The evenings saw speakers – John Lamont, James Runcie (pictured above), Kathryn Aalto, Michael Jecks and Brendan Nolan – followed by a variety of activities to suit most tastes.


There were discussions, quizzes, drama improvisations, discos, poetry open mic and Mark Iveson’s very popular buskers’ evening. I’m no singer, but I took a few photos on Mark’s behalf whilst he was performing. None of the entertainment was compulsory, of course, but the Swanwickers who chose to perform did an excellent job and the fancy dress disco was a sight for sore eyes.


My own costume was rather a last minute thought and came from an excellent local shop called Jolly Jesters. As the theme of the disco was Heroes and Villains, I thought Lady Macbeth quite appropriate!

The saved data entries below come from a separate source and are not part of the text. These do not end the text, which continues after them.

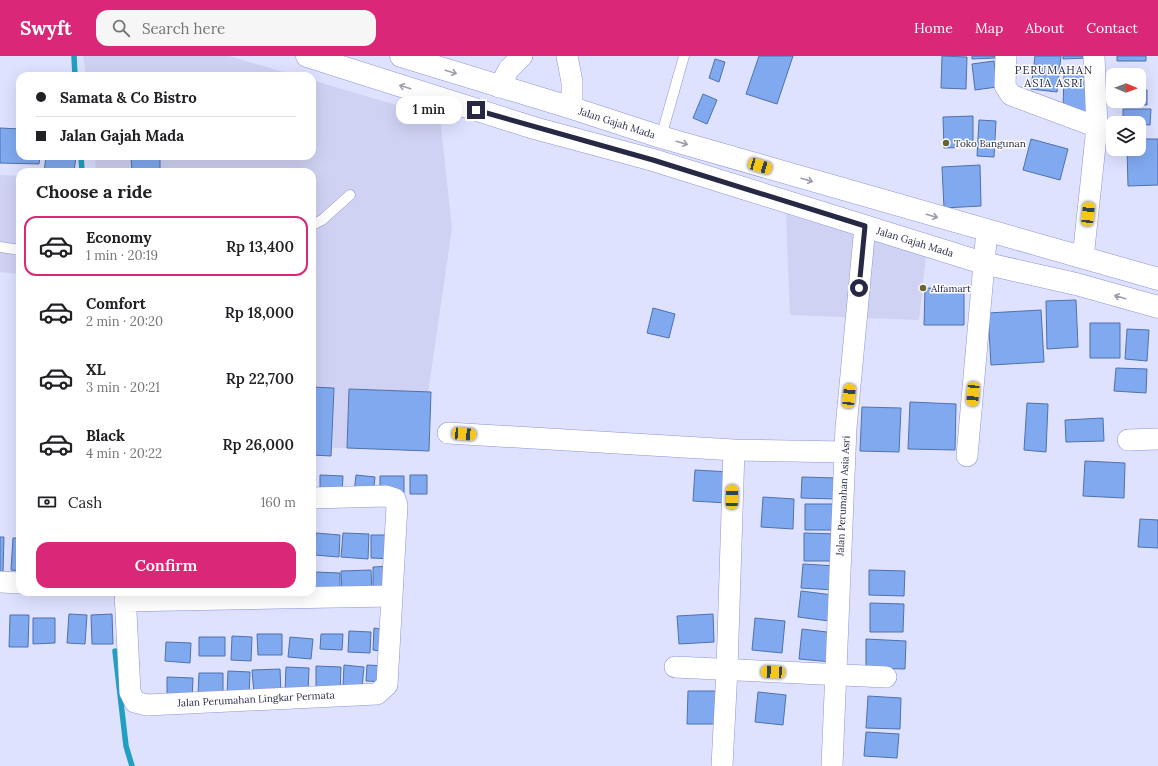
<!DOCTYPE html>
<meta charset="utf-8">
<style>
:root{--surface:#fff;--page:#f6f6f6;--text:#202124;--muted:#757577;--line:#e0e0e0;--accent:#db2777}
body{margin:0;font-family:Lora,serif;background:var(--page);color:var(--text);height:100vh;display:flex;flex-direction:column;font-size:15px;white-space:nowrap}
*{box-sizing:border-box;margin:0}
p{font-size:13px;color:var(--muted)}
.icon{flex:none;width:22px;height:22px;fill:none;stroke:currentColor;stroke-width:2;stroke-linecap:round;stroke-linejoin:round}
.map{position:relative;flex:1;overflow:hidden}
.panel{position:absolute;left:16px;top:112px;width:300px;height:428px;display:flex;flex-direction:column;background:var(--surface);border-radius:12px;box-shadow:0 4px 16px #0002}
.panel>*{flex:none}
.guide{position:absolute;left:16px;top:16px;width:300px;height:88px;border-radius:12px;box-shadow:0 4px 16px #0002;display:grid;align-content:center;height:88px;padding:0 20px;background:var(--surface)}
.needle{width:26px;rotate:91deg}
.controls{position:absolute;left:1106px;top:12px;display:grid;gap:8px}
.controls a{display:grid;place-items:center;width:40px;height:40px;border-radius:8px;background:var(--surface);box-shadow:0 4px 16px #0002;font-size:20px}
.end{position:absolute;width:18px;height:18px;margin:-9px;border:5px solid #262844;background:#fff;box-shadow:0 0 0 2px #fff}
.from{border-radius:50%}
.bubble{position:absolute;height:28px;border-radius:12px;background:var(--surface);box-shadow:0 4px 16px #0002;font-size:13px;font-weight:600;line-height:28px;text-align:center}
.car{position:absolute;width:12px;height:24px;margin:-12px -6px;border-radius:5px;box-shadow:0 0 3px 1px #0007;background:linear-gradient(#f5c518 24%,#345 0 40%,#f5c518 0 76%,#345 0 86%,#f5c518 0)}
.guide b{display:flex;align-items:center;gap:14px;height:38px;font-size:15px}
.guide b+b{border-top:1px solid var(--line)}
.guide i{width:10px;height:10px;background:var(--text)}
ul{padding:0;list-style:none}
li{display:flex;align-items:center;gap:12px;height:60px;margin:0 8px 6px;padding:0 12px;border:2px solid transparent;border-radius:12px}
li div{flex:1}
li b{display:block;font-size:15px}
li em{font-style:normal;font-weight:600}
li.selected{border-color:var(--accent)}
li>.icon{width:36px;height:36px;stroke-width:1.5}
h2{padding:0 20px;font-size:18px;line-height:48px}
.pay{display:flex;align-items:center;gap:10px;height:44px;padding:0 20px;font-size:15px}
.pay p{margin-inline-start:auto}
.cta{display:flex;gap:8px;margin-top:auto;padding:8px 20px}
.cta a{flex:1;height:46px;border-radius:12px;background:var(--accent);color:#fff;font-size:16px;font-weight:600;line-height:46px;text-align:center}
header{display:flex;align-items:center;gap:24px;box-sizing:border-box;height:56px;padding:0 20px;background:var(--accent);color:#fff}
header strong{font-size:19px}
nav{display:flex;gap:22px;margin-inline-start:auto;font-size:14px}
.search{width:280px;height:36px;background:var(--page);display:flex;align-items:center;gap:10px;box-sizing:border-box;padding:0 14px;border-radius:12px;color:var(--muted);font-size:15px}
.map>svg:first-child{display:block}
</style>
<header>
<strong>Swyft</strong>
<div class="search"><svg class="icon" aria-label="search" viewBox="0 0 24 24"><circle cx="10" cy="10" r="6"/><path d="M15 15l6 6"/></svg>Search here</div>
<nav><a>Home</a><a>Map</a><a>About</a><a>Contact</a></nav>
</header>
<div class="map">
<svg width="1158" height="710" viewBox="0 0 1158 710">
<rect width="100%" height="100%" fill="#dee2ff"/>
<!-- built -->
<path fill="#cfd2f2" d="M83 0H229L297 20H86Z
M312 24 440 62 452 172 420 392H312V116H96L95 100H312Z
M0 119 20 120V218L0 216Z
M786 158 926 200 919 264 790 259Z"/>
<g fill="none" stroke-linecap="round" stroke-linejoin="round">
<!-- stream -->
<path stroke="#219fc0" stroke-width="5.5" d="M74 0 75 20
M81 100 82 116
M115 595 126 690 132 710"/>
</g>
<!-- building -->
<path fill="#80a9ef" stroke="#4f71ac" d="M759 0H793L777 48 746 38Z
M942 0 967 1 966 33 941 32Z
M972 0H995V2L972 3Z
M1035 0H1061L1057 36 1031 33Z
M1063 0H1087V2L1063 3Z
M1117 0H1146V5H1117Z
M715 3 725 6 719 26 709 22Z
M994 5 997 31 975 34 972 8Z
M1064 17H1089V56L1063 55Z
M1139 34H1147V49L1123 48V45H1139Z
M703 38 717 44 707 68 693 62Z
M1123 53H1151L1150 69 1123 67Z
M973 60V91L944 92 943 61Z
M979 64 996 65 994 101 977 100Z
M0 72 20 73V100H40L39 108 0 107Z
M1031 83 1068 93 1060 124 1023 114Z
M1139 83H1158V129L1128 130 1127 93H1139Z
M46 100H76L74 116H44Z
M131 100H160V114L132 115Z
M980 109 981 150 944 152 942 111Z
M925 232 964 233V269H924Z
M1076 244 1078 291 1047 293 1046 245Z
M653 252 675 258 669 282 647 277Z
M1041 254 1044 306 991 309 988 257Z
M1090 267H1120V302H1090Z
M1127 273 1149 274 1147 305 1125 303Z
M1116 312 1147 313 1146 337 1114 335Z
M312 331 334 332 331 400 312 399Z
M349 333 431 336 429 395 347 392Z
M910 346 956 348 955 394 908 393Z
M1027 347 1048 348 1046 396 1024 394Z
M862 351 901 352 899 396 860 395Z
M1103 362 1104 385 1066 386 1065 364Z
M1085 405 1125 407 1124 442 1083 440Z
M695 414 730 416 727 447 693 445Z
M320 419 343 420 342 438H320Z
M356 419 375 421 373 440 354 437Z
M410 419H427V438H410Z
M380 420H404V437H380Z
M802 421 836 422 835 443 801 442Z
M763 441 794 443 793 473 761 471Z
M805 448H836V474H805Z
M1140 463 1158 464V492L1138 491Z
M316 477 340 479 339 501 314 499Z
M343 477 369 478 368 503 341 501Z
M804 477 839 478V505H804Z
M371 479H394L393 503 371 502Z
M0 481H4L3 517H0Z
M13 482H20V515L11 514Z
M803 508 836 510 835 534 801 532Z
M392 510V533H373V511Z
M371 514 372 536 342 538 341 515Z
M869 514 905 515 904 540 869 539Z
M315 516 340 517V535H315Z
M801 535 833 539 829 565 798 561Z
M870 547 904 548 903 576H870Z
M69 558 87 559 85 588 67 587Z
M112 558 113 588H92L91 559Z
M713 558 714 586 679 588 677 560Z
M10 559H29L28 591H9Z
M33 562H55V587L33 588Z
M755 562 785 565 782 597 752 594Z
M374 572 388 574 386 596 373 594Z
M802 573 835 577 832 606 799 603Z
M349 575 371 576 370 597 348 596Z
M257 578H282V599H258Z
M321 578H343L342 594 320 593Z
M232 580 252 581 251 605 231 604Z
M199 581H225V600H199Z
M290 581 313 583 311 603 288 601Z
M866 583 906 585 905 613 866 612Z
M166 586 191 587 190 607 165 605Z
M344 609 364 611 362 631 343 630Z
M367 609 387 610 386 626 366 625Z
M316 610 341 611 340 637H316Z
M286 611 309 612 308 637 285 636Z
M280 613 281 637 254 638 252 614Z
M228 615 250 616 249 640 227 638Z
M199 617H223V639H198Z
M167 621 193 622 192 645H167Z
M688 635H719L718 668H687Z
M758 636 786 639 783 669 755 666Z
M868 640 901 642 900 673 866 672Z
M866 676 899 678 897 702 864 700Z"/>
<g fill="none" stroke-linecap="round" stroke-linejoin="round">
<!-- lane casing -->
<g stroke="#8e93d7" stroke-width="11">
<path id="lane" d="M661 81 684 0
M312 169 322 164 350 139
M0 191 20 194"/>
</g>
<!-- street casing -->
<g stroke="#8e93d7" stroke-width="22">
<path id="street" d="M567 0 572 26V52
M1006 0 1005 30 1011 39 1097 71
M499 31 509 13 522 0
M1083 202 1097 71 1094 0
M448 377 734 394 845 396
M1128 384 1158 383
M967 400 987 174
M0 526 20 527
M125 536 130 636 135 646 147 649 377 638 387 629 392 540
M125 545 392 540 397 449 395 443 386 440 312 442
M675 611 886 621
M722 710 727 613 734 394
M832 710 846 372 865 170"/>
</g>
<!-- secondary casing -->
<g stroke="#8e93d7" stroke-width="23">
<path id="secondary" d="M307 0 534 72 653 104 983 207 1076 228 1158 251
M401 0 572 52 661 81 1158 223"/>
</g>
<!-- lane -->
<use href="#lane" stroke="#fff" stroke-width="10"/>
<!-- street -->
<use href="#street" stroke="#fff" stroke-width="21"/>
<!-- secondary -->
<use href="#secondary" stroke="#fff" stroke-width="22"/>
</g>
<!-- one-way arrows -->
<defs><path id="oneway-shaft" d="M-6 0H5M1.5-3L5.5 0L1.5 3" fill="none" stroke-width="1.6" stroke-linecap="round" stroke-linejoin="round"/></defs>
<g stroke="#9d9eab">
<use href="#oneway-shaft" transform="translate(451 16) rotate(17)"/>
<use href="#oneway-shaft" transform="translate(405 31) rotate(-163)"/>
<use href="#oneway-shaft" transform="translate(682 87) rotate(16)"/>
<use href="#oneway-shaft" transform="translate(807 124) rotate(16)"/>
<use href="#oneway-shaft" transform="translate(932 160) rotate(16)"/>
<use href="#oneway-shaft" transform="translate(1120 241) rotate(-164)"/>
</g>
<g fill="none" stroke-linecap="round" stroke-linejoin="round">
<!-- route -->
<path stroke="#262844" stroke-width="5" d="M476 54 653 104 865 170 859 232"/>
</g>
<!-- markers -->
<g fill="#6b6330" stroke="#fff" stroke-width="1.5">
<circle cx="946" cy="87" r="4"/>
<circle cx="923" cy="232" r="4"/>
</g>
<g text-anchor="middle" dominant-baseline="central" stroke-width="3" stroke-linejoin="round" paint-order="stroke">
<!-- street labels -->
<g font-size="10" fill="#262844" stroke="#fff">
<text transform="translate(617 67) rotate(18)">Jalan Gajah Mada</text>
<text transform="translate(915 186) rotate(17)">Jalan Gajah Mada</text>
<text transform="translate(843 440) rotate(-87)">Jalan Perumahan Asia Asri</text>
<text transform="translate(256 643) rotate(-3)">Jalan Perumahan Lingkar Permata</text>
</g>
<!-- poi labels -->
<g font-size="10" fill="#262844" stroke="#fff" text-anchor="start">
<text x="954" y="87">Toko Bangunan</text>
<text x="931" y="232">Alfamart</text>
</g>
<!-- neighbourhood labels -->
<g font-size="11" letter-spacing="1" fill="#262844" stroke="#fff">
<text x="1054" y="14">PERUMAHAN<tspan x="1054" dy="13">ASIA ASRI</tspan></text>
</g>
</g>
</svg>
<div class="controls">
<a><svg class="needle" viewBox="-14 -14 28 28"><path d="M0-13l5 13h-10z" fill="#e53935"/><path d="M0 13l5-13h-10z" fill="#757577"/></svg></a>
<a><svg class="icon" aria-label="layers" viewBox="0 0 24 24"><path d="M12 4l9 5-9 5-9-5zM3 14l9 5 9-5"/></svg></a>
</div>
<i class="end from" style="left:859px;top:232px"></i>
<i class="end" style="left:476px;top:54px"></i>
<div class="bubble" style="left:396px;top:40px;width:66px">1 min</div>
<i class="car" style="left:760px;top:110px;rotate:106deg"></i>
<i class="car" style="left:1088px;top:158px;rotate:6deg"></i>
<i class="car" style="left:973px;top:338px;rotate:185deg"></i>
<i class="car" style="left:849px;top:340px;rotate:6deg"></i>
<i class="car" style="left:464px;top:378px;rotate:94deg"></i>
<i class="car" style="left:732px;top:441px;rotate:1deg"></i>
<i class="car" style="left:773px;top:616px;rotate:273deg"></i>
<div class="guide">
<b><i class="from"></i>Samata &amp; Co Bistro</b>
<b><i></i>Jalan Gajah Mada</b>
</div>
<section class="panel">
<h2>Choose a ride</h2>
<ul>
<li class="selected"><svg class="icon" aria-label="car" viewBox="0 0 24 24"><path d="M5 17H2v-5l4-1 3-4h7l3 4 3 1v5h-3M9 17h6M6 11h13"/><circle cx="7" cy="17" r="2"/><circle cx="17" cy="17" r="2"/></svg><div><b>Economy</b><p>1 min · 20:19</p></div><em>Rp 13,400</em></li>
<li><svg class="icon" aria-label="car" viewBox="0 0 24 24"><path d="M5 17H2v-5l4-1 3-4h7l3 4 3 1v5h-3M9 17h6M6 11h13"/><circle cx="7" cy="17" r="2"/><circle cx="17" cy="17" r="2"/></svg><div><b>Comfort</b><p>2 min · 20:20</p></div><em>Rp 18,000</em></li>
<li><svg class="icon" aria-label="car" viewBox="0 0 24 24"><path d="M5 17H2v-5l4-1 3-4h7l3 4 3 1v5h-3M9 17h6M6 11h13"/><circle cx="7" cy="17" r="2"/><circle cx="17" cy="17" r="2"/></svg><div><b>XL</b><p>3 min · 20:21</p></div><em>Rp 22,700</em></li>
<li><svg class="icon" aria-label="car" viewBox="0 0 24 24"><path d="M5 17H2v-5l4-1 3-4h7l3 4 3 1v5h-3M9 17h6M6 11h13"/><circle cx="7" cy="17" r="2"/><circle cx="17" cy="17" r="2"/></svg><div><b>Black</b><p>4 min · 20:22</p></div><em>Rp 26,000</em></li>
</ul>
<div class="pay"><svg class="icon" aria-label="cash" viewBox="0 0 24 24"><path d="M3 7h18v10H3z"/><circle cx="12" cy="12" r="2"/></svg>Cash<p>160 m</p></div>
<div class="cta"><a>Confirm</a></div>
</section>
</div>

Macbeth himself wasn’t present, but it didn’t take long to find the three witches!


As a long term subscriber to Writing Magazine/Writers’ News, I always enjoy catching up with editor Jonathan Telfer and his team.


It’s often said of Swanwick that it rises through the mists like Brigadoon and then disappears for another year. All too soon, it was time for the AGM, Dregs Party on the lawn and final dinner. A good time had definitely been had by all, even before the hilarious Battle of Writer’s Block which preceded the singing of Auld Lang Syne. With Simon Hall aka The TV Detective in the lead as a desperate author plagued by doubt, his glamorous granny and a scheming agent, how could it fail to bring the house down? Backed up by a multi-talented group of actors, singers and musicians, it was certainly a show to remember.


All I can say in conclusion is ROLL ON NEXT YEAR.  The new committee, chaired by fellow Ripon Writers’ group member Cathy Grimmer, (seen above with outgoing chairman Michael O’Byrne), is already at work to make sure that the programme is at least as good and maybe even better than this year’s has been.

Swanwick 2017 will run from 12th to 17th August, with bookings open in the New Year.


14 August, 2016 - There are 2 comments on this story

  1. Hi Maggie, looks like you had a great time. I’ll have to give Swanwick some serious consideration!

    Susan at
    Travel, Fiction and Photos

    Susan A Eames -

  2. I really hope you will. You certainly wouldn’t regret it.